State-owned Pemex aims this year to offer three rounds of performance-based contracts to open developments to foreign and private producers for the first time since Mexico nationalized its oil industry in 1938. Pemex is seeking to hire companies to increase output after six years of annual declines.
In August, the company is expected to disclose winners of the first round of contracts for three mature onshore fields in Mexico’s southeastern state of Tabasco.
BP Plc (BP/), Europe’s second-largest oil producer, and Repsol YPF SA (REP), Spain’s largest oil company, were among more than 20 companies that each paid about $30,000 per project to acquire bidding rules and access to the data room for the first round.
Pemex has been preparing the accords since Mexico revised its oil laws in 2008. First-round project delays created analysts’ concern whether the contracts would expand to bigger offshore projects and later to deep waters where Mexico estimates it may have 30 billion barrels of oil.
“Offering offshore projects is a very important step for Pemex, because it’s opening the doors for international oil companies that exclusively want offshore fields,” George Baker, a Houston-based energy consultant, said yesterday in a telephone interview from Houston.
Pemex may have started by offering onshore projects to attract more Mexican companies, Baker said.
A third round of contracts including the Chicontepec project should be offered by October, Morales said, while deepwater fields may be announced in next-year’s first quarter “at the latest.”
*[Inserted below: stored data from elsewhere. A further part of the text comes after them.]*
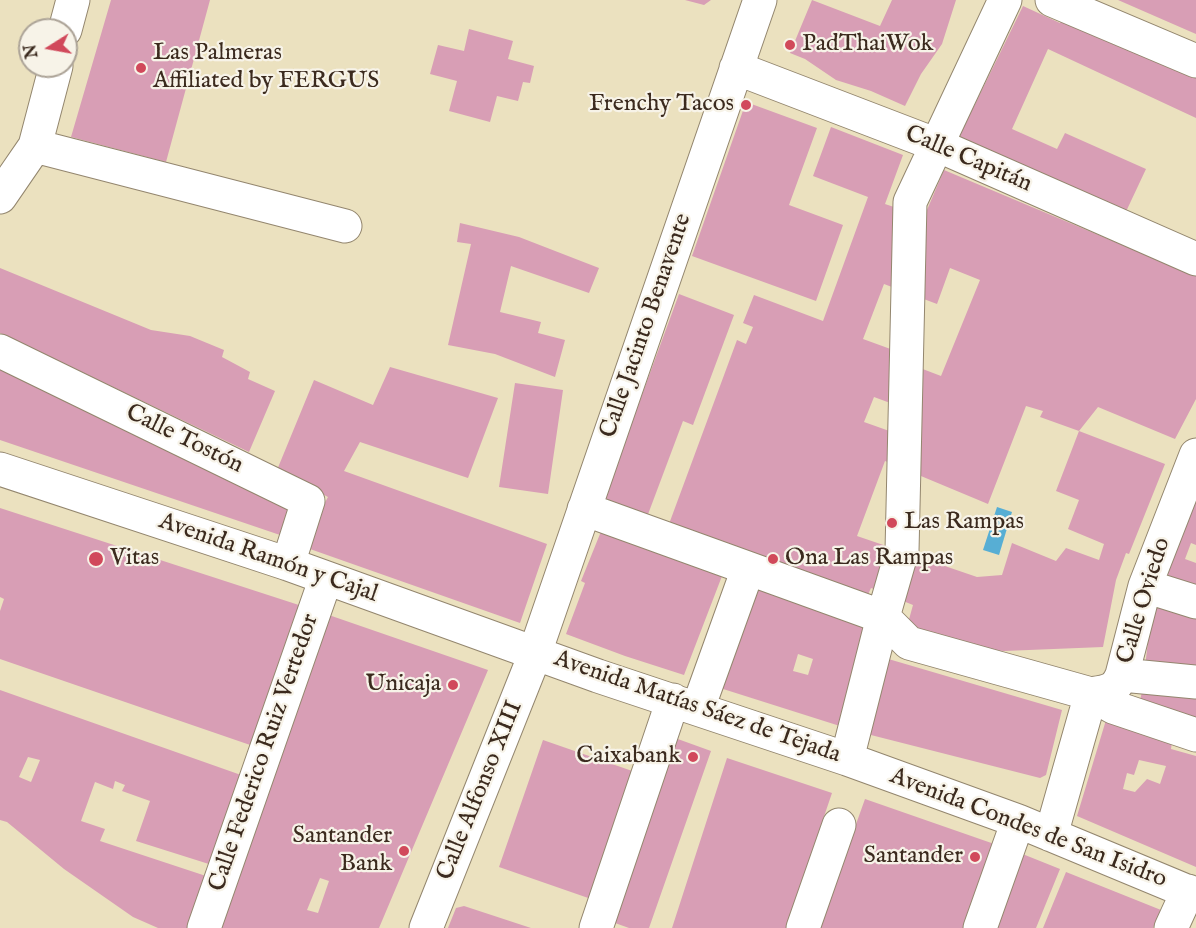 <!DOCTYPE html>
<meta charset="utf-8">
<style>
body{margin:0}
#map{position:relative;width:1196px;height:928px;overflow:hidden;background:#ebe1bf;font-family:"IM FELL English",serif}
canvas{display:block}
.north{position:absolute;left:18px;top:18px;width:60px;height:60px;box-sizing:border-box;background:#f7f3e8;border:2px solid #aca397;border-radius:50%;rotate:259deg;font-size:16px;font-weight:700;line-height:24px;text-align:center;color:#3b2a1e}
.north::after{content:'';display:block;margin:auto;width:21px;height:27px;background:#d1495b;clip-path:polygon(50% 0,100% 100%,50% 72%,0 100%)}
</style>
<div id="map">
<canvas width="1196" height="928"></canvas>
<div class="north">N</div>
</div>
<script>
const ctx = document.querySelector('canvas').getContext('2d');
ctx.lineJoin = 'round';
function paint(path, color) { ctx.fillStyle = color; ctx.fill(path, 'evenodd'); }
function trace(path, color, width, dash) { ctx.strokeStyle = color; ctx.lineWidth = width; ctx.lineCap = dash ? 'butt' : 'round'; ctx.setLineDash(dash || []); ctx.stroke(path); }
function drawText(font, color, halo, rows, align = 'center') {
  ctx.font = font + ' "IM FELL English",serif'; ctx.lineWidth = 4.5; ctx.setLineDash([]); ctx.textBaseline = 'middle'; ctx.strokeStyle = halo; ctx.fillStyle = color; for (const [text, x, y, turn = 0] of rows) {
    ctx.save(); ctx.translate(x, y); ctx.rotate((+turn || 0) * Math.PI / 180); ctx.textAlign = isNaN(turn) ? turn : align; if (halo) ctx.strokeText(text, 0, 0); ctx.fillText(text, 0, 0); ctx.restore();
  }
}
const water = new Path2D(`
 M997,507L1012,512L999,555L983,550Z`);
const building = new Path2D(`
 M111,0H210L166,162L71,137Z
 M685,0H711L704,5Z
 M812,0L880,26L892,0H956L942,44L921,74L905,106L871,91L836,80L805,59L790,53Z
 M1118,0H1196V34L1189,31Z
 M1023,6L1060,23L1065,15L1196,72V118L1048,49L1012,129L1057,149L1065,133L1146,169L1123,218L957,141Z
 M469,29L513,41L508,59L534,66L530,83L523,82L518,101L497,96L490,122L449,111L457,81L430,74L438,45L464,51Z
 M746,102L817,128L789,205L843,225L816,301L692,256Z
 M831,127L903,155L885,204L924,217L944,170L1196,276V399L1175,439L1098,407L1079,431L1165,464L1129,554L1126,553L1116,580L1103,647L1004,651L955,647L908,623L913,605L871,588L866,599L669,524L737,340L746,344L753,327L743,323L754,295L823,321L868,197L813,176ZM950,268L980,280L941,376L920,368L895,433L864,422L874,397L901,407L918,359L863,339L884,284L937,304ZM1026,406L1043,411L1040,417L1079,431L1056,491L1079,500L1068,529L1104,544L1099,560L1066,548L1056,561L1012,543L1002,575L977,577L857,536L885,461L988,504Z
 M460,223L519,237L599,268L589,293L511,266L500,312L541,322L538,333L565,340L555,377L495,354L448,345L471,244L457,242Z
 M0,268L151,330L190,336L224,350L222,357L250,372L248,379L275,391L249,452L0,333Z
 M679,294L734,315L693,425L683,421L647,517L603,501Z
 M0,364L292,503L280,535L0,440Z
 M390,367L498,398L468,478L360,442L344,471L547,544L520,623L310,549L323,506L328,497L277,470L314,380L373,405Z
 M515,383L563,390L548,494L499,487Z
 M1196,479V545L1191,543L1185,559L1196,563V592L1157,580Z
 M0,508L305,607L256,747L0,659V611L4,599L0,597Z
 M602,529L722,576L684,675L625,656L566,634L585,583L581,581Z
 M754,588L869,626L843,727L720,688ZM798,654L813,659L808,675L793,671Z
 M1153,599L1196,613V672L1145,667Z
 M323,613L488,670L379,928H218ZM320,878L329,881L318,913L307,910Z
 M885,658L1062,710L1046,775L1040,778L867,734Z
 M1143,688L1196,692V727L1138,708Z
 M0,690L241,775L212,865L136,841L150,801L122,791L125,785L115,781L113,789L95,782L81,821L105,829L100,841L209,877L194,928H158L133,917L64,869L7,822L0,820ZM28,757L40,760L31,782L19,777Z
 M1106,720L1172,742L1171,749L1196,756V867L1077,816ZM1139,760L1166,766L1160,784L1147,779L1135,792L1123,789L1127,773L1134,775Z
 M675,738L711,751L649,928H629L615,923Z
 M543,740L638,773L594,900L499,867Z
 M727,758L832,793L786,928H672Z
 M865,799L1000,846L971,928H819Z
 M1020,853L1060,869L1036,928H991Z
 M1066,872L1161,910L1153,928H1043Z
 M464,906L531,928H448L456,908Z`);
const minor = new Path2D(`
 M1052,0L1196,61
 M65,30L73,0
 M736,68L937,145L1196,259
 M35,146L345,226
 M0,197L35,146L56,66
 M0,351L308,501L288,564
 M0,469L288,564L598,676L847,759L1018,821L1196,895
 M584,509L883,617L909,643L1091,694L1113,707L1196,735
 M1145,586L1196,602
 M1122,675L1196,682
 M1091,694C1108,691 1115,691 1122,675L1145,586L1196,455
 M698,708L748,569
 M847,759L883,617L902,551L910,202L1005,0
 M1051,835L1091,694
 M204,928L326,578
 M426,928L530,667L760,0
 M596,928L673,700
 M803,928L839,825
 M980,928L1018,821
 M1171,928L1188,891`);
const markers = [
 [790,45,6,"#d1495b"],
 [141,68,6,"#d1495b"],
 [746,105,6,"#d1495b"],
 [892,523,6,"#d1495b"],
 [96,559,8,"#d1495b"],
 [773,559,6,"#d1495b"],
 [453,685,6,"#d1495b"],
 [693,757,6,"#d1495b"],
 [404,851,6,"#d1495b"],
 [975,857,6,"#d1495b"]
];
const poiNames = [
 ["PadThaiWok",802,45],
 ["Las Palmeras",153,54],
 ["Affiliated by FERGUS",153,82],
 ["Frenchy Tacos",734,105,"right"],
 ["Las Rampas",904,523],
 ["Vitas",110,559],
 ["Ona Las Rampas",785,559],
 ["Unicaja",441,685,"right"],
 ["Caixabank",681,757,"right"],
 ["Santander",392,837,"right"],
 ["Bank",392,865,"right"],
 ["Santander",963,857,"right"]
];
const streetNames = [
 ["Calle Capitán",968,160,23],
 ["Calle Jacinto Benavente",647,326,-71],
 ["Calle Tostón",184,440,26],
 ["Avenida Ramón y Cajal",268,559,19],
 ["Calle Oviedo",1145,601,-73],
 ["Avenida Matías Sáez de Tejada",697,708,19],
 ["Calle Federico Ruiz Vertedor",265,753,-71],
 ["Calle Alfonso XIII",481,791,-68],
 ["Avenida Condes de San Isidro",1028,829,21]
];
paint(water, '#57aed4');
paint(building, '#d89eb5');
trace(minor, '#93866e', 35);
trace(minor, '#fff', 33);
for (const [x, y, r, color] of markers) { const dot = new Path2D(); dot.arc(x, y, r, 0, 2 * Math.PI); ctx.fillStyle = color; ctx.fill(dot); trace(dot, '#f7f3e8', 2); }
drawText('24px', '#3b2a1e', '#f7f3e8', poiNames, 'left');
drawText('24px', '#3b2a1e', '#f7f3e8', streetNames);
</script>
Pemex is accelerating its deep-water exploration activity. The company, which primarily discovered gas in 15 deep-water wells drilled since 2005, plans to five more deep-water wells this year and eight to 10 wells in 2012.
Morales, 56, said Pemex may approve as soon as next month its first foreign project to get more experience in the Gulf’s deep waters.
“The more advanced plans are in the U.S. waters of the Gulf of Mexico,” he said, adding that the company hasn’t ruled out projects in Colombia or Africa.
Pemex wants to get involved in a project near the Perdido region on the U.S. side, Jose Antonio Escalera, deputy director for technical exploration, said today in an interview.
Royal Dutch Shell Plc (RDSA) has said its Perdido project, the world’s deepest working oil field, is pumping at about a tenth of its capacity of “well over” 100,000 barrels a day following last year’s drilling moratorium in the Gulf.
Unlike onshore fields, Gulf deep-water projects may shield companies from concerns related to blockages by local activists or security risks from organized crime, Baker said.